----- Data for processing
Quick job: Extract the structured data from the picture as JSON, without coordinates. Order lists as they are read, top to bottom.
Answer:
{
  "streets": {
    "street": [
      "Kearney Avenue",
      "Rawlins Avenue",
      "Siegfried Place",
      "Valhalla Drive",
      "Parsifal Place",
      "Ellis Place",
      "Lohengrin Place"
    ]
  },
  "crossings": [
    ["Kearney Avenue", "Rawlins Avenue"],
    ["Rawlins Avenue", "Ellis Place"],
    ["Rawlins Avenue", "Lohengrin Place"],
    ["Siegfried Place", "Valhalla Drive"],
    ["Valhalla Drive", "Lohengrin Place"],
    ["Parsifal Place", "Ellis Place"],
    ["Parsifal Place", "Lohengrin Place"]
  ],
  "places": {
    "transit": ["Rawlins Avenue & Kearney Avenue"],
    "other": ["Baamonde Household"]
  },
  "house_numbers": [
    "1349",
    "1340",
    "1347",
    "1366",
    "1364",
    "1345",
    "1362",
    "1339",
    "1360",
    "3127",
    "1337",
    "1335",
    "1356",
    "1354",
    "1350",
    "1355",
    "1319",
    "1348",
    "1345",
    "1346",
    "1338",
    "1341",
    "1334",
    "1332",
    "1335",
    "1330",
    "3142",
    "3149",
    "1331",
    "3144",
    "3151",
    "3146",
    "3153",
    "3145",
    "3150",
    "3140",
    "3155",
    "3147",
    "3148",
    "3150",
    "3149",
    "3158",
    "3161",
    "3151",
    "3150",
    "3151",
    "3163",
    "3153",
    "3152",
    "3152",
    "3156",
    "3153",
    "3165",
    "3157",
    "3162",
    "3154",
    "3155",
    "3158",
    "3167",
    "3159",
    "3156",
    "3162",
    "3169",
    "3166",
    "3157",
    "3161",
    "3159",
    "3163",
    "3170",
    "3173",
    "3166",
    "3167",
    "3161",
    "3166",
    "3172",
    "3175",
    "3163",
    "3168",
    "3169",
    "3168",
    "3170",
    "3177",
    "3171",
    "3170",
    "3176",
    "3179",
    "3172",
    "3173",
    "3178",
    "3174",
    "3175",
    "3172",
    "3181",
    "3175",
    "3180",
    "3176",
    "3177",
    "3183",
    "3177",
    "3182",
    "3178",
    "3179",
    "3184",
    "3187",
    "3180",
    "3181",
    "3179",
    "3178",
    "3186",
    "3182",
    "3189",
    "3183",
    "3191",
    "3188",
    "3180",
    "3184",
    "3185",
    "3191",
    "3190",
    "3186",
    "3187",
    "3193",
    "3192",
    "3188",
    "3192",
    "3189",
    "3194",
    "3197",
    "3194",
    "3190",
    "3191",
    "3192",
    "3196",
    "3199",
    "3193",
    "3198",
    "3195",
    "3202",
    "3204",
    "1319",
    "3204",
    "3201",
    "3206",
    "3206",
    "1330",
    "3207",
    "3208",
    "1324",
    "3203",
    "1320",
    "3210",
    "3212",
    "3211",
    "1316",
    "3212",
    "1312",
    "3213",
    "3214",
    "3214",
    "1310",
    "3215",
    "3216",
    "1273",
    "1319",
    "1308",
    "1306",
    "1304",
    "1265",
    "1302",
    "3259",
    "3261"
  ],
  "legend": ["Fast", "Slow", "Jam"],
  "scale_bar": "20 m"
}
----------
▸ The problem: Take each line above that contains "Rawlins" and copy it out.

▸ Solution to this task:
      "Rawlins Avenue",
    ["Kearney Avenue", "Rawlins Avenue"],
    ["Rawlins Avenue", "Ellis Place"],
    ["Rawlins Avenue", "Lohengrin Place"],
    "transit": ["Rawlins Avenue & Kearney Avenue"],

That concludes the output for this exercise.